Freddie Fa’aoso Viliamu was arrested on a public peace disturbance charge last week and when he appeared in court, it was discovered that he had two outstanding arrest warrants from 2012 — both involving charges of robbery.


The first case against Viliamu charges him with second degree robbery, which carries a jail term from five to 15 years, and a stealing charge, which is punishable up to seven years in jail, a fine of up to $20,000, or both fine and jail time. In this matter, Viliamu is being held on bail of $30,000.
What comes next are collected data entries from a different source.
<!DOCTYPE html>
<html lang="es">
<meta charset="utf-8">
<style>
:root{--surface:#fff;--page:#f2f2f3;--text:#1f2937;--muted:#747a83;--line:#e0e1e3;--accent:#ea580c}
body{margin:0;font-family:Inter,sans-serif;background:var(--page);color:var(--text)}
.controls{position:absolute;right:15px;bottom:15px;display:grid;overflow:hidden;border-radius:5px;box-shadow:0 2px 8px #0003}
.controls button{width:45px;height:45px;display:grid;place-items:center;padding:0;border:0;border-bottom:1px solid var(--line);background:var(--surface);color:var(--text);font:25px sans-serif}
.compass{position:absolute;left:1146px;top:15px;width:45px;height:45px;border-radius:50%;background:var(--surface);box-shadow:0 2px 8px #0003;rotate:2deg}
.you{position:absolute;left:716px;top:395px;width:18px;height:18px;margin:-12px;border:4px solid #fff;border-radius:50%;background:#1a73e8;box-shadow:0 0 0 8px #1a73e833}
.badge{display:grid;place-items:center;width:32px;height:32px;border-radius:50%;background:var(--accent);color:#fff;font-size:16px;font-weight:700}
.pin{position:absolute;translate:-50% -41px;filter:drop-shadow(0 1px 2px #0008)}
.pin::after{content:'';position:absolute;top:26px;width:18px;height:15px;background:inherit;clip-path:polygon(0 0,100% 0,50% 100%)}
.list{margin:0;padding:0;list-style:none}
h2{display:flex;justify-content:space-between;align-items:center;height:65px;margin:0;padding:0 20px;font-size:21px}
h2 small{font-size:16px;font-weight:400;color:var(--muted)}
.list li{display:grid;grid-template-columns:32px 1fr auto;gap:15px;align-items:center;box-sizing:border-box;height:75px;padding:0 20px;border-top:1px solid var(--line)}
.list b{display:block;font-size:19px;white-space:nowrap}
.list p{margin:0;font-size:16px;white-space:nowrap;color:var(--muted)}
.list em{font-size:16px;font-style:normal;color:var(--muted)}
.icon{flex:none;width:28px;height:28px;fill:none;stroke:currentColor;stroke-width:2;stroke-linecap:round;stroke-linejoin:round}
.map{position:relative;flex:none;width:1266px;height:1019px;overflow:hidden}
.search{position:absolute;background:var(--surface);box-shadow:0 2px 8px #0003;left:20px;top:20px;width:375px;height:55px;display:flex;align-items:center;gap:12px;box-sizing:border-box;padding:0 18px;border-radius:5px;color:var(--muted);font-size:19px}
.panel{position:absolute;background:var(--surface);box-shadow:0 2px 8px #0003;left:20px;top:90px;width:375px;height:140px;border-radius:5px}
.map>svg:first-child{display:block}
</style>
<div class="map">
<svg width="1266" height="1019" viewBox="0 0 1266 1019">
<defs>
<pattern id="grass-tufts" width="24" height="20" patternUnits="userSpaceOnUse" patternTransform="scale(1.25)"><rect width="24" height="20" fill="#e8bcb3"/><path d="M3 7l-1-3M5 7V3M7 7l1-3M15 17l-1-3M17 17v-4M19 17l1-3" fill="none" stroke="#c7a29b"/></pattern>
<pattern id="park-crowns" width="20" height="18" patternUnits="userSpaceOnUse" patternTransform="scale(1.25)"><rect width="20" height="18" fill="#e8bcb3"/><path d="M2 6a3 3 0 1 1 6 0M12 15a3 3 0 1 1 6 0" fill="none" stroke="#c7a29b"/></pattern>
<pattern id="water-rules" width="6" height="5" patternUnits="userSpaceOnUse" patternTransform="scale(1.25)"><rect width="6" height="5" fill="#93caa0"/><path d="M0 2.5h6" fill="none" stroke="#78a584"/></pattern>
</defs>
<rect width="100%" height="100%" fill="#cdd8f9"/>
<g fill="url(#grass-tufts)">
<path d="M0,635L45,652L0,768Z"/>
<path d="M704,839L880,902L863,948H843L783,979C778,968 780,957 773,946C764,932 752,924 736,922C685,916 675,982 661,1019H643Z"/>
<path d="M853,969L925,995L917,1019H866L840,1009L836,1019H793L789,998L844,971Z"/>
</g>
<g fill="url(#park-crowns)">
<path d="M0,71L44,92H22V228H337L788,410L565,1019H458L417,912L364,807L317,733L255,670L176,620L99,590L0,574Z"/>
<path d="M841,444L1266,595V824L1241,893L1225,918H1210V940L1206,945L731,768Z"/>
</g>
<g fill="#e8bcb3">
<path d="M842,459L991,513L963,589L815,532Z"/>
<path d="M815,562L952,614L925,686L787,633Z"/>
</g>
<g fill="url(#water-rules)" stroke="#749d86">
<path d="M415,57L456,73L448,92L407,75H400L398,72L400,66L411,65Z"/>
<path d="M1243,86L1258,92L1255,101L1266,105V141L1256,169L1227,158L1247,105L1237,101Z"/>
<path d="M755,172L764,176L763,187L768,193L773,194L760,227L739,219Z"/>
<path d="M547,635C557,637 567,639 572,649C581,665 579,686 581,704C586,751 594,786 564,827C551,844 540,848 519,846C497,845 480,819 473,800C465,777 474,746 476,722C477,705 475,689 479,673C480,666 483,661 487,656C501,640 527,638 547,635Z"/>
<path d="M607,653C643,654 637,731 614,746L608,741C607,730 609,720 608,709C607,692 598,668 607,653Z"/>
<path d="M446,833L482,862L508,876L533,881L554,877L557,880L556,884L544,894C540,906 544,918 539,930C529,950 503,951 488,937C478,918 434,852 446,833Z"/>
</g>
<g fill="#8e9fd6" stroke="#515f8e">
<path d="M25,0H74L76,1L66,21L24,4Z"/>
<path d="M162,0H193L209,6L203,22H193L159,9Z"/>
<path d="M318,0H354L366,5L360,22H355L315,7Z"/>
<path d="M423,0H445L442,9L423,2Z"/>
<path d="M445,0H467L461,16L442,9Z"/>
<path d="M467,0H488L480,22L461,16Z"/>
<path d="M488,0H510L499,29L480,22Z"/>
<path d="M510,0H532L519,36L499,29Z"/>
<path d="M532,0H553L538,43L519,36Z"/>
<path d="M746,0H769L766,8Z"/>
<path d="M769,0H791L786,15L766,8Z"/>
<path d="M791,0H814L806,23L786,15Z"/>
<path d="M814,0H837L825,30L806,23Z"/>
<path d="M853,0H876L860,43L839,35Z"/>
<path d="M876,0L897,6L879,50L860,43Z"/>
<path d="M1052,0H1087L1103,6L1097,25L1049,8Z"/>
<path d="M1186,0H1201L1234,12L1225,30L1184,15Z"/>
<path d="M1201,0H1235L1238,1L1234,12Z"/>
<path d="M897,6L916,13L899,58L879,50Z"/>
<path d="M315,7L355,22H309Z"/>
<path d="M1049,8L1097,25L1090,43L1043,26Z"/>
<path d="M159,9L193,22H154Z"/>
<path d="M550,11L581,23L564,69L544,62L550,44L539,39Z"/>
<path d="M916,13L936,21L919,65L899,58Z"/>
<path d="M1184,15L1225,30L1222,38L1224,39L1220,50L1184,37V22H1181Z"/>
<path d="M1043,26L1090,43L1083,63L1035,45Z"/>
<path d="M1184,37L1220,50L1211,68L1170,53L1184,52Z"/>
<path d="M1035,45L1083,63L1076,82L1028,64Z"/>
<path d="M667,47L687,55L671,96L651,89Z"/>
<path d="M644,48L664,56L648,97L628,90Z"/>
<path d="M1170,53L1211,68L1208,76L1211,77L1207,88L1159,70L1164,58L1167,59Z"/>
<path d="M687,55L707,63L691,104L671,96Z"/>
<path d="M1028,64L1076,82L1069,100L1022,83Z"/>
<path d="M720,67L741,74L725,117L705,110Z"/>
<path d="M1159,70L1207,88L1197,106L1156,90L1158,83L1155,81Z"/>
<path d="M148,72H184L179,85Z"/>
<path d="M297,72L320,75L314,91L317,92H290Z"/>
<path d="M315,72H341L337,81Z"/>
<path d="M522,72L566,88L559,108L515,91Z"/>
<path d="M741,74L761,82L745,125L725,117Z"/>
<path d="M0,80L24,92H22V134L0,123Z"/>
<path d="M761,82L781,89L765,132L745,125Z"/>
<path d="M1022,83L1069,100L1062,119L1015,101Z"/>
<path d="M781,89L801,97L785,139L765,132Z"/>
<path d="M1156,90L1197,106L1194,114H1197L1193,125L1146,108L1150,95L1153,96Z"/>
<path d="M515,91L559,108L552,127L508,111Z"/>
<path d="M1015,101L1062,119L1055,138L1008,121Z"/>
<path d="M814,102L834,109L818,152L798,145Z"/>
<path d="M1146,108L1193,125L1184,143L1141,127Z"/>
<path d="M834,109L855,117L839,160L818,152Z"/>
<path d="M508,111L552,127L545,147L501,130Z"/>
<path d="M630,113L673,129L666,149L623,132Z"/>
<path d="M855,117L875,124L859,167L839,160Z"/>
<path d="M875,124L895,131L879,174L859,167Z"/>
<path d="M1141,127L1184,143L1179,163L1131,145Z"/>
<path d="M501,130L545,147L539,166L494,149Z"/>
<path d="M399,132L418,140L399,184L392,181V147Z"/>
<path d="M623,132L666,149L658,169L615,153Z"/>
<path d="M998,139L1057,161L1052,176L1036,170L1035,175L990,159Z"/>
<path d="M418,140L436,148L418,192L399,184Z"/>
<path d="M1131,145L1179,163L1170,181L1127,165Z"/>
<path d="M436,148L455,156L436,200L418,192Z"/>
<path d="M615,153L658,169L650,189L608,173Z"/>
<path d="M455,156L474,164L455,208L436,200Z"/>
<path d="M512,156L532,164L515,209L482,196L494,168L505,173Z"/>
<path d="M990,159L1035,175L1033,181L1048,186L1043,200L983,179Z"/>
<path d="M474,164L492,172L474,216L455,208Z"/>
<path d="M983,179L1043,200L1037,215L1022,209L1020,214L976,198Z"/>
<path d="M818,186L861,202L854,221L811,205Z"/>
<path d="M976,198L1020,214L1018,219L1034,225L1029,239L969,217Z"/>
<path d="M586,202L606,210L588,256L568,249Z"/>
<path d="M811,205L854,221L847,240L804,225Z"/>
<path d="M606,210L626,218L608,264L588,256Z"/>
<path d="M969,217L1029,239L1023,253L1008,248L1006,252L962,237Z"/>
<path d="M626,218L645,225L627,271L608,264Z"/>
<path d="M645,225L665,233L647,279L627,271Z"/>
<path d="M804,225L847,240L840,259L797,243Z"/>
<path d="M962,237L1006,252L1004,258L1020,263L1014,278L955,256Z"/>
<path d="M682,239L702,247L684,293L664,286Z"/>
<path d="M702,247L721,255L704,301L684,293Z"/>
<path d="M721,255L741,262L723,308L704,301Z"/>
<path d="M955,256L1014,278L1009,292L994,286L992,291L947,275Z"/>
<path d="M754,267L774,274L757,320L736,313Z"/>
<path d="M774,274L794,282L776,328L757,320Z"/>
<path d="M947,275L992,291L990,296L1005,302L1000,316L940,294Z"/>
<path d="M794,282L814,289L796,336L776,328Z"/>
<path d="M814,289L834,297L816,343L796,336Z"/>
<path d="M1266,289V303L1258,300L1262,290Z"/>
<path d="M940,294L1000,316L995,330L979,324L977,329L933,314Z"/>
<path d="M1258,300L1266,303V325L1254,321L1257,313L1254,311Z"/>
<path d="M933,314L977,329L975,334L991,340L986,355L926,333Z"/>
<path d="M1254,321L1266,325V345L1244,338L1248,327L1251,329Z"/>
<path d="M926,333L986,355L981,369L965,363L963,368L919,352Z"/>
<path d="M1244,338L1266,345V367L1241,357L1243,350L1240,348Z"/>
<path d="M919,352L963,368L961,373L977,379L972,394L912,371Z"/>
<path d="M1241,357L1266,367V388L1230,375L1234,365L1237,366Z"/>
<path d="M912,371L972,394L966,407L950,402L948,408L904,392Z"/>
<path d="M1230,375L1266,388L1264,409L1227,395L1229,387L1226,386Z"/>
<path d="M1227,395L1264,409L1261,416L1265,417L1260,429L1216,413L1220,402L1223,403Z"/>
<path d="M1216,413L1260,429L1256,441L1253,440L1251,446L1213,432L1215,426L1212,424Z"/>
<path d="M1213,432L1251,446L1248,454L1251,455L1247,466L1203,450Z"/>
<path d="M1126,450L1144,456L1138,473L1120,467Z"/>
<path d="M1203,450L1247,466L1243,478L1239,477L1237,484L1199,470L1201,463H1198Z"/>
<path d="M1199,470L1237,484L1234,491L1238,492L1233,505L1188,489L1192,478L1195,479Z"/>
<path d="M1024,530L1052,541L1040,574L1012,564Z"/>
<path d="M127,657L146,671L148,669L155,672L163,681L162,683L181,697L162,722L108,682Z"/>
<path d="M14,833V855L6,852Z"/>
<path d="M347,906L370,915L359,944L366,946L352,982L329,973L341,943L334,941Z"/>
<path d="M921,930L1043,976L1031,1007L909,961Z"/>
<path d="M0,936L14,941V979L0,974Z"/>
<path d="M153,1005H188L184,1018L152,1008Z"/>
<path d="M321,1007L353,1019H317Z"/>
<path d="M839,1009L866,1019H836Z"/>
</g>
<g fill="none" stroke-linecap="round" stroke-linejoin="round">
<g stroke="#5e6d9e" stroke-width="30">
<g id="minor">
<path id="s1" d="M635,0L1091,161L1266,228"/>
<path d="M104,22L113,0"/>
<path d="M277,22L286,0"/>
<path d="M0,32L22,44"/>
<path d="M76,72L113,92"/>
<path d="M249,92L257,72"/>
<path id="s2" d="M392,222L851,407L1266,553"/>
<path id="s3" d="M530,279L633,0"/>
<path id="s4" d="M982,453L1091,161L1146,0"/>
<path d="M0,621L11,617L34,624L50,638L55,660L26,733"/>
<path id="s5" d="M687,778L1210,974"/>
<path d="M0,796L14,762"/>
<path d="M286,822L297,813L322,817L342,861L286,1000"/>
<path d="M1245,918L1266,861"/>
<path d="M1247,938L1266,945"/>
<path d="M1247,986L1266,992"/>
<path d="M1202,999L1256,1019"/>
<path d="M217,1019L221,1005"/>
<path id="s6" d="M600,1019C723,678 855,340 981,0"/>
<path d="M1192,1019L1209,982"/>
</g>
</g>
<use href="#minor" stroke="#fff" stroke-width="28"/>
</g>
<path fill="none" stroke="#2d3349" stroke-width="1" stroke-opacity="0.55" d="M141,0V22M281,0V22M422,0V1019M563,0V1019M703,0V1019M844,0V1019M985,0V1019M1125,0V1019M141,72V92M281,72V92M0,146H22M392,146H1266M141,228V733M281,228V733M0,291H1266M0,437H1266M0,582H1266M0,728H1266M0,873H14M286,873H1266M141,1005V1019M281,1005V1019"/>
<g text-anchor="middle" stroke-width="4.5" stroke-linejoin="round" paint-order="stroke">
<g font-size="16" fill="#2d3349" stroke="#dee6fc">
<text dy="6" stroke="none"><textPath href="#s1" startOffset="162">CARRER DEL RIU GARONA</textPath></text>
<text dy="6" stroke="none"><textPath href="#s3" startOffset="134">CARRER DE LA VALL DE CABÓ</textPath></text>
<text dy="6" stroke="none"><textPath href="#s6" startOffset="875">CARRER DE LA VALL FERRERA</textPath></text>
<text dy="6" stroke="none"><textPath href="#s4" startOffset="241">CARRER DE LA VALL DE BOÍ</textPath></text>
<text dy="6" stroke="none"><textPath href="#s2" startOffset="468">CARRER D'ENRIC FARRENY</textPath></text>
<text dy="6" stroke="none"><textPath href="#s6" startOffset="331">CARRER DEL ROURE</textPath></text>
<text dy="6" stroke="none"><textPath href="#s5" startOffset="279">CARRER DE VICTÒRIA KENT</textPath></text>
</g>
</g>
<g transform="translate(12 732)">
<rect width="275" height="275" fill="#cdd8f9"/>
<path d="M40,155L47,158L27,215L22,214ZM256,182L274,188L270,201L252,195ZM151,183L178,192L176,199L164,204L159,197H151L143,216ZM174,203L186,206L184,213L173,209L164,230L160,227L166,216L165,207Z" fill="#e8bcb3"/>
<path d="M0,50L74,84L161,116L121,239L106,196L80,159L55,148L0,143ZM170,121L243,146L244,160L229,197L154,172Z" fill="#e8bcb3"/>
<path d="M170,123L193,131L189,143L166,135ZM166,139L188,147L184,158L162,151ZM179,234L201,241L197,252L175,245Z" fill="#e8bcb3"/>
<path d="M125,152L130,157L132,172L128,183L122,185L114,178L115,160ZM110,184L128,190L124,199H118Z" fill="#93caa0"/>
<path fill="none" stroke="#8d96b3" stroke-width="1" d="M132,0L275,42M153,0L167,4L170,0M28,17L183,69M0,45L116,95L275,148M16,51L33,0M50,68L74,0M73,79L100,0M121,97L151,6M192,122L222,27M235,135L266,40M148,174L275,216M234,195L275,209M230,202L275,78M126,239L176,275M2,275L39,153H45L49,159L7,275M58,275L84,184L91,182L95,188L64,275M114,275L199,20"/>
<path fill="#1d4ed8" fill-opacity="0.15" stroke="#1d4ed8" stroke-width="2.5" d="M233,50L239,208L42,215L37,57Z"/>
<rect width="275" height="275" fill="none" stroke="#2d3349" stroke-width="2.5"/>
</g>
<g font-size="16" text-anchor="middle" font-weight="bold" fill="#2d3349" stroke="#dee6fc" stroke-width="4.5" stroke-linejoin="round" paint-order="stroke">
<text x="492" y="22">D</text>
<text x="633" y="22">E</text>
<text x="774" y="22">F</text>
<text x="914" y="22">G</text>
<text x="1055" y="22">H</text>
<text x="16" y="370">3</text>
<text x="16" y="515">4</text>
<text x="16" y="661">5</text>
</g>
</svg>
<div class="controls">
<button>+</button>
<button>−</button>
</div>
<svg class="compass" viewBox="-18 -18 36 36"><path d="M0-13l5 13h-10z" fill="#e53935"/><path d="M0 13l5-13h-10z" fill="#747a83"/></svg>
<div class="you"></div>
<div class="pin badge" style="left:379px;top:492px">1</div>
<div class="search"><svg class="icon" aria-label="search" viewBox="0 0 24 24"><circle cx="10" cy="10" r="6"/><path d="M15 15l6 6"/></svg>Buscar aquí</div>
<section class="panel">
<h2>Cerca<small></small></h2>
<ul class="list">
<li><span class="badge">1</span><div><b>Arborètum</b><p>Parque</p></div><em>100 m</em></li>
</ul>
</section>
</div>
According to the government’s case, in July 2012 police received a report from the police station about a robbery. The store owner informed the police that two men had walked into her store, opened the cash register and taken about $600. Both suspects, according to the store owner covered their faces as if they were “ninjas”.


Police spoke to several witnesses who placed Viliamu and his co-defendant at the scene. It’s unclear if the government has charged a co-defendant in this matter.


The second case against Viliamu charges him with two counts of receiving or disposing of stolen property. Each charge carries a jail term of up to seven years, and a fine of up to $5,000. Bail for Viliamu in this case is $10,000.


In January 2012, the Leone High School principal informed the police about a classroom that had been broken into and some items had been stolen. Among the items taken, it’s alleged that five iMac computers were missing along with five keyboards and five  hard drives that belonged to the teacher.


According to the government’s case, the police spoke to the suspect in the case, who confirmed that he and three other men had stolen the computers from LHS. He alleged that three of the computers had been_ given to Viliamu.


Police spoke to the Villiamu who admitted that he had sold two computers from the high school to two people, and received $120. Court filings say police spoke to one of the families who had the third computer and they confirmed they had bought one of the computers for $60.


Viliamu will be arraigned in the High Court tomorrow, as he has waived his rights for a preliminary examination hearing in both cases. The preliminary examination hearing is held for the court to determine if the government has sufficient evidence to have the matter bound over to the High Court.